--- Data provided ---
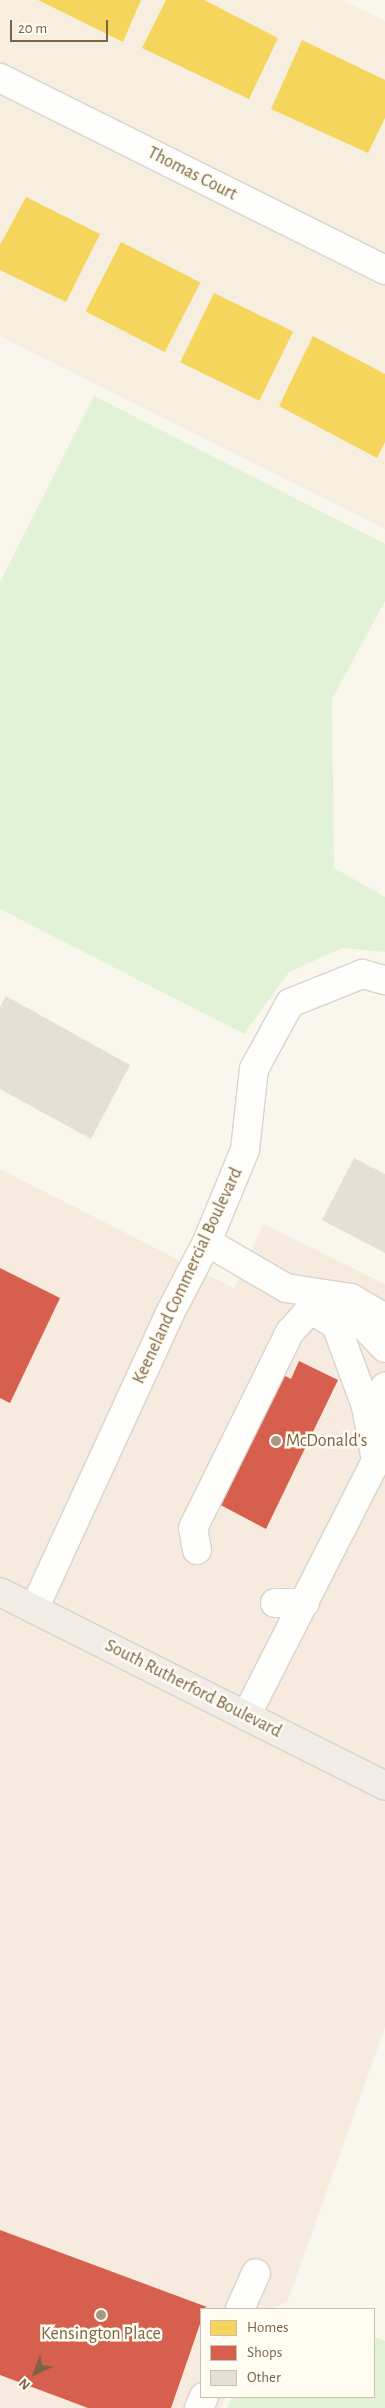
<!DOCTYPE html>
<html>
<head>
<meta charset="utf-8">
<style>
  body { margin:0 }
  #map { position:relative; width:385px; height:2408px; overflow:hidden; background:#f9f6ee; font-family:"Alegreya Sans",sans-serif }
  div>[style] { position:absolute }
  .residential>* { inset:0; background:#f6eede }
  .commercial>* { inset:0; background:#f7eade }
  .green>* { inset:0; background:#e1f2d7 }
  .homes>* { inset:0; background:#f6d55c; transform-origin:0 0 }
  .shops>* { inset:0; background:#d6604d }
  .building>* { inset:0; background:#e6dfd5 }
  .roads { filter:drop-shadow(1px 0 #d9d3cb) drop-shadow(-1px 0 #d9d3cb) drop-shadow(0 1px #d9d3cb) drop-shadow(0 -1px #d9d3cb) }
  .minor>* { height:28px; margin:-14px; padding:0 14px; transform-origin:14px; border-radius:14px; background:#fefefc }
  .highway>* { height:28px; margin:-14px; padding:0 14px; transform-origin:14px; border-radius:14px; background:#f2ece6 }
  .dots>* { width:14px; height:14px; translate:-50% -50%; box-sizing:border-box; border:2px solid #fffcf1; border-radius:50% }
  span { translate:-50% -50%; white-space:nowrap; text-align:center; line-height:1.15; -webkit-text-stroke:5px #fffcf1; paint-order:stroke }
  .street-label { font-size:18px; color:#7c6449 }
  .poi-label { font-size:18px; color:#7c6449 }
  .left { translate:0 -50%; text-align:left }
  .legend { position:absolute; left:200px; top:2308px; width:175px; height:90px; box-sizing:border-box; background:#fffcf1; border:1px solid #cbbfae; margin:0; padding:6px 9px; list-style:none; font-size:15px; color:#7c6449 }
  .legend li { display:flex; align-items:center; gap:10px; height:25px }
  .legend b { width:25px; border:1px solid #cbbfae }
  .north { position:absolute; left:10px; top:2348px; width:50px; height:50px; -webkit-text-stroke:4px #fffcf1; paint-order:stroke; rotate:223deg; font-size:14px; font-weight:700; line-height:20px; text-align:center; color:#7c6449 }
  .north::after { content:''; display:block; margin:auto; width:18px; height:22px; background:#7c6449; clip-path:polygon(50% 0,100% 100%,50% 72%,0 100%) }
  .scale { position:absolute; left:10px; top:20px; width:98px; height:22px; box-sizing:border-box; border:2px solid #7c6449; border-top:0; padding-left:6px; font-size:15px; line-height:18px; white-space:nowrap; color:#7c6449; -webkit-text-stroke:4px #fffcf1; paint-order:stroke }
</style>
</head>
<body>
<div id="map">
  <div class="residential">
    <i style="clip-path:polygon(0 0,342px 0,385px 21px,385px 529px,0 336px)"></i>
  </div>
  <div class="commercial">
    <i style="clip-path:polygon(0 1169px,234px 1288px,264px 1224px,385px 1284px,385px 2027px,288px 2300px,274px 2309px,201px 2309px,201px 2397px,226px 2397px,221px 2408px,0 2408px)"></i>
  </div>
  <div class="green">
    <i style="clip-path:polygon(94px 396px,385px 544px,385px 601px,332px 699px,334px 868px,385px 897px,385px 952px,342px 948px,289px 972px,244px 1034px,0 909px,0 582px)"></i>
    <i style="clip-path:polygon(374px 2337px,385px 2341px,385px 2408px,227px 2408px,232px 2397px,374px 2397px)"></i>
  </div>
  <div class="homes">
    <i style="clip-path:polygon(38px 0,141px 0,123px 42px)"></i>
    <i style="clip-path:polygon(166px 0,204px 0,278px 38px,249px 99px,142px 48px)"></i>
    <i style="clip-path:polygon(302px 40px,385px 80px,385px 118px,368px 153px,271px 109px)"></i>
    <i style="clip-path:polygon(26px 197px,100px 234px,66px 302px,0 270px,0 245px)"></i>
    <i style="left:121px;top:242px;width:89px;height:78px;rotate:27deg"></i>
    <i style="left:214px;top:293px;width:88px;height:77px;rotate:26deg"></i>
    <i style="clip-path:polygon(313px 336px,385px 374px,385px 442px,377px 458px,279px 406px)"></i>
  </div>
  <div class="shops">
    <i style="clip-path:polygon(0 1268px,60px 1298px,10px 1403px,0 1398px)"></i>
    <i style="clip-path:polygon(299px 1361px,338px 1380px,266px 1529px,215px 1502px,278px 1372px,291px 1379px)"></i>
    <i style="clip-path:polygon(0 2230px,207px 2307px,201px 2309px,201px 2321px,171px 2408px,88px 2408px,0 2375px)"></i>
  </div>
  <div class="building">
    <i style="clip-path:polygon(6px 996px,130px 1065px,91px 1139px,0 1089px,0 1007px)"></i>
    <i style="clip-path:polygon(354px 1158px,385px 1174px,385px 1253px,322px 1220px)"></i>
  </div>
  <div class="roads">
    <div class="minor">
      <i style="left:0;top:78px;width:430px;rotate:26.5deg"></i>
      <i style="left:207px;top:1242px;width:91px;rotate:30.2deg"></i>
      <i style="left:286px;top:1288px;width:66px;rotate:8.7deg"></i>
      <i style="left:351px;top:1298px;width:39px;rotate:30deg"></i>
      <i style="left:335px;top:1318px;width:29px;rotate:14deg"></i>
      <i style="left:363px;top:1325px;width:32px;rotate:46deg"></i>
      <i style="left:384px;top:1430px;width:36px;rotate:-93deg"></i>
      <i style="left:382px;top:1394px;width:8px;rotate:-67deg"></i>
      <i style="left:197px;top:1550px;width:22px;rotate:-100deg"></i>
      <i style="left:193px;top:1528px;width:219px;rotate:-63.7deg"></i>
      <i style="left:290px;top:1332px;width:24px;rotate:-48deg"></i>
      <i style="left:306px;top:1314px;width:12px"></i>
      <i style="left:318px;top:1314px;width:21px;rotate:31deg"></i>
      <i style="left:336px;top:1325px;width:86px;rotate:69.7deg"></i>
      <i style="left:366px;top:1406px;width:56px;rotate:79.7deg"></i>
      <i style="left:275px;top:1603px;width:30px"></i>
      <i style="left:34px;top:1609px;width:324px;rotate:-65.3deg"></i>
      <i style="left:169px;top:1315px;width:82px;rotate:-62.5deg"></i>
      <i style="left:207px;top:1242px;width:100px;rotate:-67.6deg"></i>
      <i style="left:245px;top:1150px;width:81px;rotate:-83.7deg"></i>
      <i style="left:254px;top:1069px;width:75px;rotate:-61.4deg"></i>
      <i style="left:290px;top:1003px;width:78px;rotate:-21.9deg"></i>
      <i style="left:362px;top:974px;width:24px;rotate:15deg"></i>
      <i style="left:246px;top:1716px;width:304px;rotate:-63deg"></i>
      <i style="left:240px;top:2309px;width:39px;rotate:-66deg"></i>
      <i style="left:199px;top:2408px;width:12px;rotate:-66deg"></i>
    </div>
    <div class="highway">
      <i style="left:0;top:1592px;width:431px;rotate:26.7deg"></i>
    </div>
  </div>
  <div class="dots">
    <i style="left:276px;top:1441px;background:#a89783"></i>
    <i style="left:101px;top:2315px;background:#a89783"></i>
  </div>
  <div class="street-label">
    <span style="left:192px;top:174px;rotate:27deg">Thomas Court</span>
    <span style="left:188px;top:1276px;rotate:-65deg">Keeneland Commercial Boulevard</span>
    <span style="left:193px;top:1689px;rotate:27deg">South Rutherford Boulevard</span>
  </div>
  <div class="poi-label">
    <span class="left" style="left:286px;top:1441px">McDonald's</span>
    <span style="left:101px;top:2334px">Kensington Place</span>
  </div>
  <ul class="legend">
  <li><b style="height:14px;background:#f6d55c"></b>Homes</li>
  <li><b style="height:14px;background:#d6604d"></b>Shops</li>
  <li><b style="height:14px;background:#e6dfd5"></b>Other</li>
  </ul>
  <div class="north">N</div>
  <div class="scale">20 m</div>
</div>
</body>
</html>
---
Required work -
All lines above from the one containing "display:flex; align-items:center; gap:10px;" to the one containing "position:absolute; left:10px; top:2348px;" must be repeated exactly, both lines included, and no others.

Output for this exercise -
  .legend li { display:flex; align-items:center; gap:10px; height:25px }
  .legend b { width:25px; border:1px solid #cbbfae }
  .north { position:absolute; left:10px; top:2348px; width:50px; height:50px; -webkit-text-stroke:4px #fffcf1; paint-order:stroke; rotate:223deg; font-size:14px; font-weight:700; line-height:20px; text-align:center; color:#7c6449 }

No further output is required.